### Exercise requirements
Please restate, exactly as written, the lines running from the beginning of the material through the line that has "function drawText(font, color, halo, rows, align" in it.

* * * * *

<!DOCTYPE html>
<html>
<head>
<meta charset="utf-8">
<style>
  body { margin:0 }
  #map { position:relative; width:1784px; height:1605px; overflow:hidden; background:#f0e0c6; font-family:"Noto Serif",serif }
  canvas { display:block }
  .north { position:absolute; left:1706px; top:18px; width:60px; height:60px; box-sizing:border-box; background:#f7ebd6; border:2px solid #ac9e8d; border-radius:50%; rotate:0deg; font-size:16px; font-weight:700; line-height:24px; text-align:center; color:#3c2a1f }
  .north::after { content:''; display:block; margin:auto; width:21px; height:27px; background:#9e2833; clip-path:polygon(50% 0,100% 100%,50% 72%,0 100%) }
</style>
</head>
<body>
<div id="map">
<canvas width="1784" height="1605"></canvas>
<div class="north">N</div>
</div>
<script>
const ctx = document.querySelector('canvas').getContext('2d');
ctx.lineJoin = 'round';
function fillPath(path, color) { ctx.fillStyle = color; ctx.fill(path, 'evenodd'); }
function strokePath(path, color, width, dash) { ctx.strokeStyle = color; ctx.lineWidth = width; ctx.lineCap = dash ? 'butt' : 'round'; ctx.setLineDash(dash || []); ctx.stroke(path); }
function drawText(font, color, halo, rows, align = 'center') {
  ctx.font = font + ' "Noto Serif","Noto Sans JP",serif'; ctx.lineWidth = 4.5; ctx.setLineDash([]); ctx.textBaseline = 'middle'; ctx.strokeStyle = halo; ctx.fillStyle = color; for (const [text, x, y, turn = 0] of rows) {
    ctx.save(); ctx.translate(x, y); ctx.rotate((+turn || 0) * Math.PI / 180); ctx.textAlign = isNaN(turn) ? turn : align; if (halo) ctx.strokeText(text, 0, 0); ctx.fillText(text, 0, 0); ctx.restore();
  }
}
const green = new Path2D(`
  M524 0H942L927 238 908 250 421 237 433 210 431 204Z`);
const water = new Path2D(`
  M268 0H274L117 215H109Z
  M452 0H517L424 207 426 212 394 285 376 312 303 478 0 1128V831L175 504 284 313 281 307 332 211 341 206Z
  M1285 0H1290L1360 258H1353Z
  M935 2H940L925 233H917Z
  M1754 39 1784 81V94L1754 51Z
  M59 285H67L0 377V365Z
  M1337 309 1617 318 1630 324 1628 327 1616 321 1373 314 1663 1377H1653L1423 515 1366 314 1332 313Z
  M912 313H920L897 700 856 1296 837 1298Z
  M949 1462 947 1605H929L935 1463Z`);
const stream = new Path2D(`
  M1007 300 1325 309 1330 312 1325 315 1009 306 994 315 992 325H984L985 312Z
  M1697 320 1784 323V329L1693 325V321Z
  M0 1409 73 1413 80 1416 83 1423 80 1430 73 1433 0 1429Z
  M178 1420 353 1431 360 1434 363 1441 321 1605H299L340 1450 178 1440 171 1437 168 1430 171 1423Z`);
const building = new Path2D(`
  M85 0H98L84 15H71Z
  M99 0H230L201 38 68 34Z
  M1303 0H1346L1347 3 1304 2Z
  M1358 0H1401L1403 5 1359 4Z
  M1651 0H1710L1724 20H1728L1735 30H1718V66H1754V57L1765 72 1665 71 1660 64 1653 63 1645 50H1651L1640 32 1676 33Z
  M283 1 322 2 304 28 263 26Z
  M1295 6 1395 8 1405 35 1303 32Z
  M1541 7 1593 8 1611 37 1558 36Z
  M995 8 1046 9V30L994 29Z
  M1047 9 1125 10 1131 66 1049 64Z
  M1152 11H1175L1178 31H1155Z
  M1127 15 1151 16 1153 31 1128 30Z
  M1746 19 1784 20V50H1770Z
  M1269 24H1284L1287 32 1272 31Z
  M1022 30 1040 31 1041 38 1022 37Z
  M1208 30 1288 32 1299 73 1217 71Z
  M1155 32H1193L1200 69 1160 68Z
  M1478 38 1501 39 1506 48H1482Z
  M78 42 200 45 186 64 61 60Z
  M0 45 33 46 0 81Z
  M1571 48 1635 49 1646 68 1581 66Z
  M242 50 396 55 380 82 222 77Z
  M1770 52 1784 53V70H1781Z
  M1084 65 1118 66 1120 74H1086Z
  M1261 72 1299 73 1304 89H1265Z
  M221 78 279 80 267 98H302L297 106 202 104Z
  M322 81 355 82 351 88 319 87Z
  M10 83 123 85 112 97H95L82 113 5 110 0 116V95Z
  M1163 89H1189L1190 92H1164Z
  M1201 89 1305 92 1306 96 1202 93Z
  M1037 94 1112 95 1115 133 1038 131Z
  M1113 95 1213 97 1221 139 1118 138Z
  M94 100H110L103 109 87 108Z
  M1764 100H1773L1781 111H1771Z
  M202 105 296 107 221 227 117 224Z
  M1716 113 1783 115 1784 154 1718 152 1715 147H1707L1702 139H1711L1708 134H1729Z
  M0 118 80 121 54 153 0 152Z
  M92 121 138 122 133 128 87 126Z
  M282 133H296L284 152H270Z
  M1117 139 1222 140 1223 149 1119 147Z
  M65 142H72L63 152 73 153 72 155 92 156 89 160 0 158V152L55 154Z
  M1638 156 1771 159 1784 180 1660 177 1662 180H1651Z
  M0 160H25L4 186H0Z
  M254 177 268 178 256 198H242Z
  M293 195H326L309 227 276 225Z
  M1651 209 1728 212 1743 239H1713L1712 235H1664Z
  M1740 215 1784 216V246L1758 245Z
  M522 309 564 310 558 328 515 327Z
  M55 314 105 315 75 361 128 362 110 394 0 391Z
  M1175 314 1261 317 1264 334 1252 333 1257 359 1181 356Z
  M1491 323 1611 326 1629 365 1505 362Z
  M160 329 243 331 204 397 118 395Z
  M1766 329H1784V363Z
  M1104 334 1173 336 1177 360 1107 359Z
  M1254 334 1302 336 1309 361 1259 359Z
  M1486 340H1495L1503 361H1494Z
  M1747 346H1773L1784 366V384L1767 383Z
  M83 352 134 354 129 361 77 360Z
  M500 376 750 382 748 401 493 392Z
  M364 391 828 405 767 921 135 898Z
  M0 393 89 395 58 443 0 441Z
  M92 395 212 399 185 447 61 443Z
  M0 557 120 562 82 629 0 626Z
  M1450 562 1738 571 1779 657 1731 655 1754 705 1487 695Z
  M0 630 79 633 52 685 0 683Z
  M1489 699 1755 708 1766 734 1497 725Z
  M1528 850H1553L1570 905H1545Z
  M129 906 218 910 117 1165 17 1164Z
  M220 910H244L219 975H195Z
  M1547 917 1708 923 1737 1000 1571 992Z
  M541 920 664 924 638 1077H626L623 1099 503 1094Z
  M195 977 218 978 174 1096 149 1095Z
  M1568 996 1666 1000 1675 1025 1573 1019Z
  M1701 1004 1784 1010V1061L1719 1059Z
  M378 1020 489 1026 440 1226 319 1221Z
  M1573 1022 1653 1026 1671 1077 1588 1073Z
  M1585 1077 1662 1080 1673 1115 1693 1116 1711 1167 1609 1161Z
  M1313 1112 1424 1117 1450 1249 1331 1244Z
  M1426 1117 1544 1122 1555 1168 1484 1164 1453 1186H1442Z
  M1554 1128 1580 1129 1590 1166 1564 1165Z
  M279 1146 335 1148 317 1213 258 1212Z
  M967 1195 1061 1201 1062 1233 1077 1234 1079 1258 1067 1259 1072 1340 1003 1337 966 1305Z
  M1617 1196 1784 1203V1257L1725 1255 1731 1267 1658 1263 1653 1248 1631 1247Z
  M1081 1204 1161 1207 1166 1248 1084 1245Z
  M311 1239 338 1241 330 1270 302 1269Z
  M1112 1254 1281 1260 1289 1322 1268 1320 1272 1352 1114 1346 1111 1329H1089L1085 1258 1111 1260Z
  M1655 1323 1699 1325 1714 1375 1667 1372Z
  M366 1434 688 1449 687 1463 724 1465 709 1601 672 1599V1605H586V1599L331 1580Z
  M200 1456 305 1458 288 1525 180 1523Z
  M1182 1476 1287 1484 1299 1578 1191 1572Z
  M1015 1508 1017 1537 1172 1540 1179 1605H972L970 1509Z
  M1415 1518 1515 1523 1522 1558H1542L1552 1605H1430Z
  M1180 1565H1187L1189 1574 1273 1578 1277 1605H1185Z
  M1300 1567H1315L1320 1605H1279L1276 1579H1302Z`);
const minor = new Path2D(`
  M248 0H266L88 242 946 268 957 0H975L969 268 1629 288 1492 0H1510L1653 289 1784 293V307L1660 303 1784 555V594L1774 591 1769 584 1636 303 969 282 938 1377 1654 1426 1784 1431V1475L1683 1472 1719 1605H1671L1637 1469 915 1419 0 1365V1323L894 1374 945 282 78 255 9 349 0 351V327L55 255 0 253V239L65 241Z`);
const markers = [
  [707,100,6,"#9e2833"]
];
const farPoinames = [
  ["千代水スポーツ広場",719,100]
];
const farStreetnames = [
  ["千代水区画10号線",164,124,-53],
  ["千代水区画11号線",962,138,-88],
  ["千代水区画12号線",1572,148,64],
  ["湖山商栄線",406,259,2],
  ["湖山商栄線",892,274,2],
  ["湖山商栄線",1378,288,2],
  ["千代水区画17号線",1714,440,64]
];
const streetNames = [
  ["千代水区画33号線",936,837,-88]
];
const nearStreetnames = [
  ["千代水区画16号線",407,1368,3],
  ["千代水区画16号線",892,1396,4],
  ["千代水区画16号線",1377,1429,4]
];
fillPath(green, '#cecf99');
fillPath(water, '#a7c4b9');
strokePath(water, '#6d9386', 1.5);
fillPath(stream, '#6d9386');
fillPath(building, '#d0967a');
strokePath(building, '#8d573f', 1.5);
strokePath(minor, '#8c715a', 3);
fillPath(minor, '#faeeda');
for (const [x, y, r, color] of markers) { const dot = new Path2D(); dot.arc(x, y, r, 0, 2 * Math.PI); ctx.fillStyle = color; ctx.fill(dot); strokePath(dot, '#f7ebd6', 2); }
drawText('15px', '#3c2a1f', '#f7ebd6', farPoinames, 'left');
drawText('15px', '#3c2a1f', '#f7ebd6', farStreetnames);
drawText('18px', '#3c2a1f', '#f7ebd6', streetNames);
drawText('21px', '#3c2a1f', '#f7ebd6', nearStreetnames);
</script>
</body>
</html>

* * * * *

### Reply to the task
<!DOCTYPE html>
<html>
<head>
<meta charset="utf-8">
<style>
  body { margin:0 }
  #map { position:relative; width:1784px; height:1605px; overflow:hidden; background:#f0e0c6; font-family:"Noto Serif",serif }
  canvas { display:block }
  .north { position:absolute; left:1706px; top:18px; width:60px; height:60px; box-sizing:border-box; background:#f7ebd6; border:2px solid #ac9e8d; border-radius:50%; rotate:0deg; font-size:16px; font-weight:700; line-height:24px; text-align:center; color:#3c2a1f }
  .north::after { content:''; display:block; margin:auto; width:21px; height:27px; background:#9e2833; clip-path:polygon(50% 0,100% 100%,50% 72%,0 100%) }
</style>
</head>
<body>
<div id="map">
<canvas width="1784" height="1605"></canvas>
<div class="north">N</div>
</div>
<script>
const ctx = document.querySelector('canvas').getContext('2d');
ctx.lineJoin = 'round';
function fillPath(path, color) { ctx.fillStyle = color; ctx.fill(path, 'evenodd'); }
function strokePath(path, color, width, dash) { ctx.strokeStyle = color; ctx.lineWidth = width; ctx.lineCap = dash ? 'butt' : 'round'; ctx.setLineDash(dash || []); ctx.stroke(path); }
function drawText(font, color, halo, rows, align = 'center') {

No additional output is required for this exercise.